Increasing Calls for a Big Data Dialog
Big Data promises to open new doors to curing diseases, cleaning the environment, and easing life’s burdens, but is it opening too many doors? Writing for The New York Times on Sunday, Steve Lohr suggested that the privacy challenges posed by Big Data are so large that it might trump any potential benefits. The surveillance possibilities permitted by data today, he noted, “could leave George Orwell in the dust.”
Whether privacy challenges should trump how we use data or vice versa, there is an obvious need for organizations and society at large to address what we hope to achieve with Big Data—and what we are willing to take off the table. In that spirit, FPF is joining with the Stanford Center on Internet and Society to host a day-long event this fall to tackle how best to bring together the value of data with the value of personal privacy. There should be some room for agreement. As Lohr notes, “corporate executives and privacy experts agree that the best way forward combines new rules and technology tools.”
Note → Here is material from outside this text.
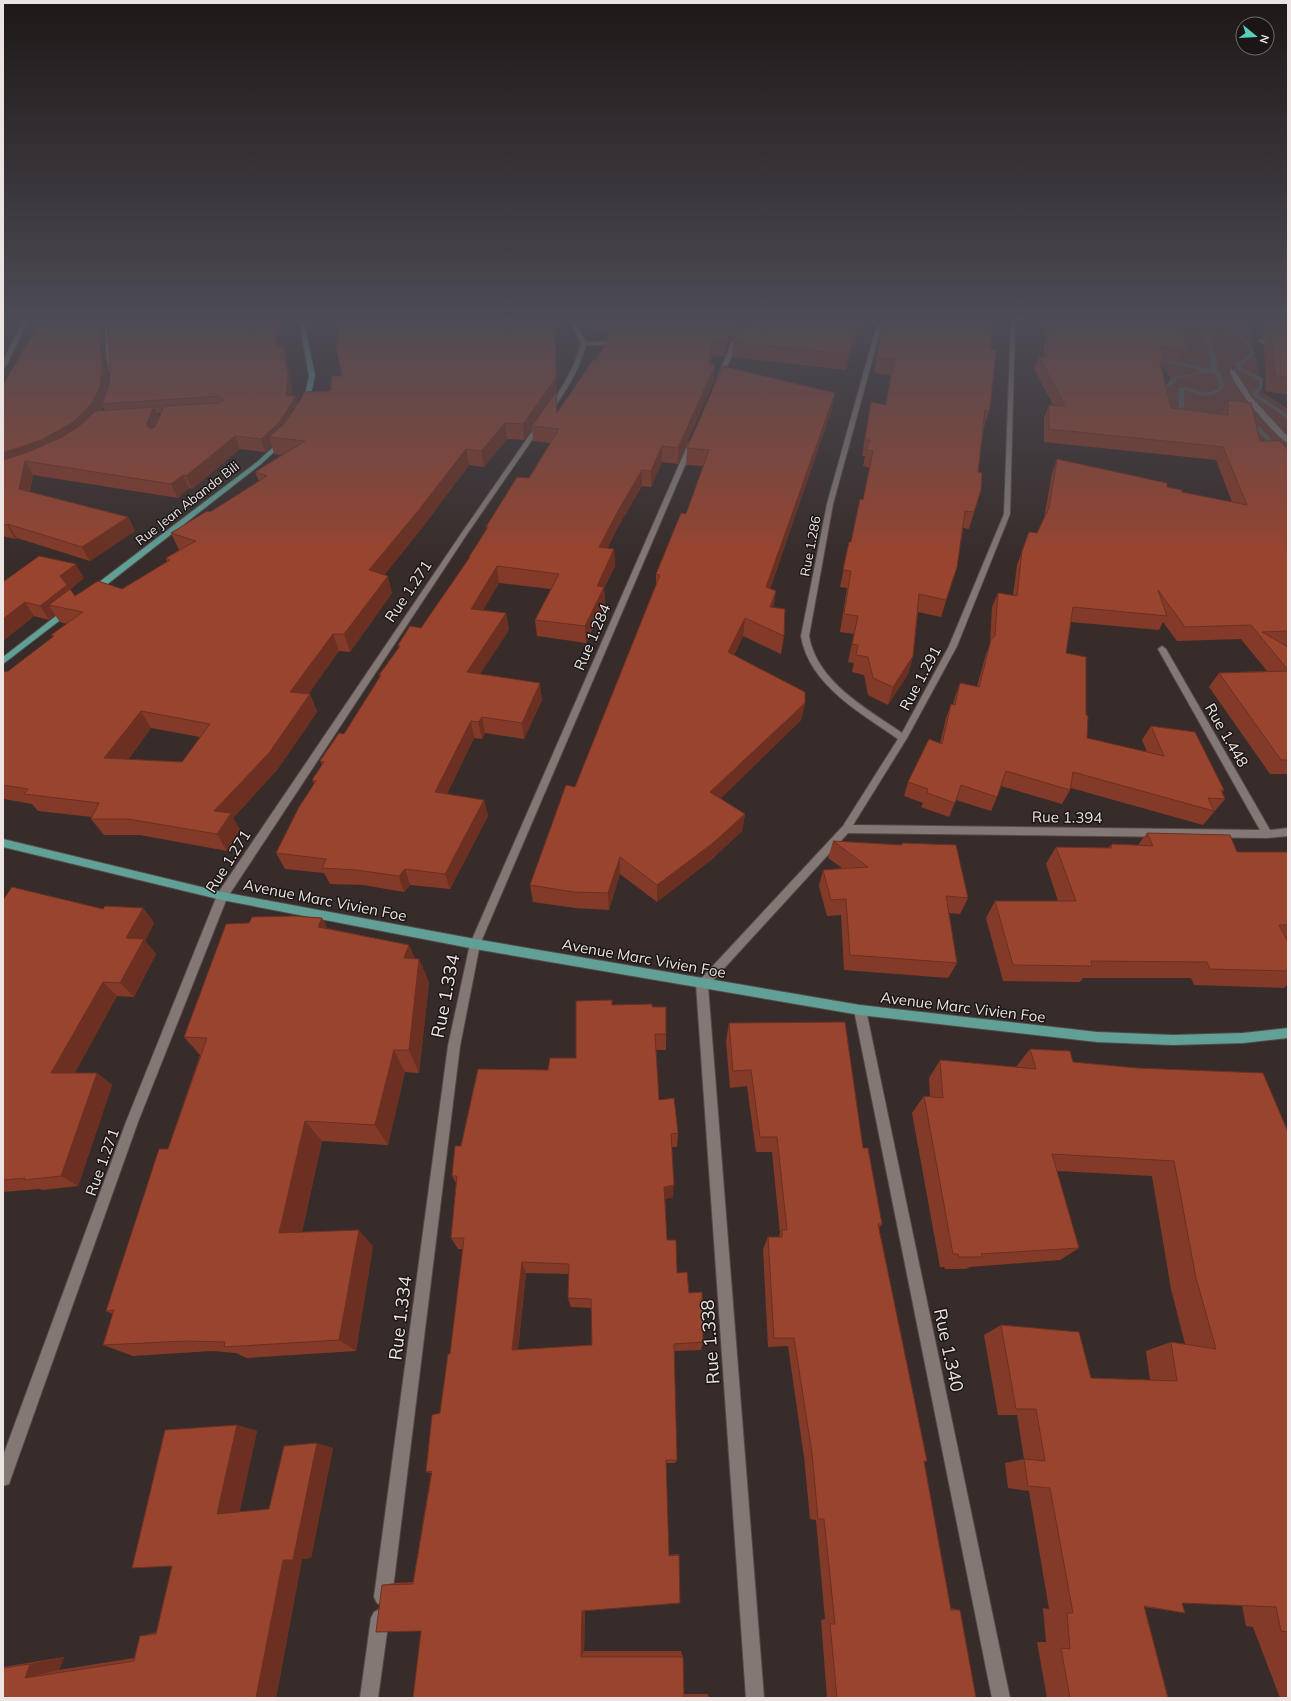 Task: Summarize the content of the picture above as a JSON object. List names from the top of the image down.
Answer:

Yet Big Data may require us to have a bigger discussion about how personal data is used. In response to research posted on Monday that concluded that anonymized data in the context of day-to-day location tracking can be re-identified with relative ease, David Mayer declares on GigaOM today that we need a “new realpolitik” for data privacy:
We are not going to stop all this data collection, so we need to develop workable guidelines for protecting people. Those developing data-centric products also have to start thinking responsibly – and so do the privacy brigade. Neither camp will entirely get its way: there will be greater regulation of data privacy, one way or another, but the masses will also not be rising up against the data barons anytime soon.
As Mayer concedes, it is impossible to stop our ever-increasing data collection capabilities, and even if we could, it would likely be to our greater detriment. While our legal constructs tend to view privacy as a binary all-or-nothing concept, our Big Data reality suggests that privacy be viewed as a spectrum in which benefits are weighed against the specter of the dictatorship of data. Who is doing what, for what purpose and for what benefit are important considerations, and it is past time for policy makers to begin engaging with these questions in earnest.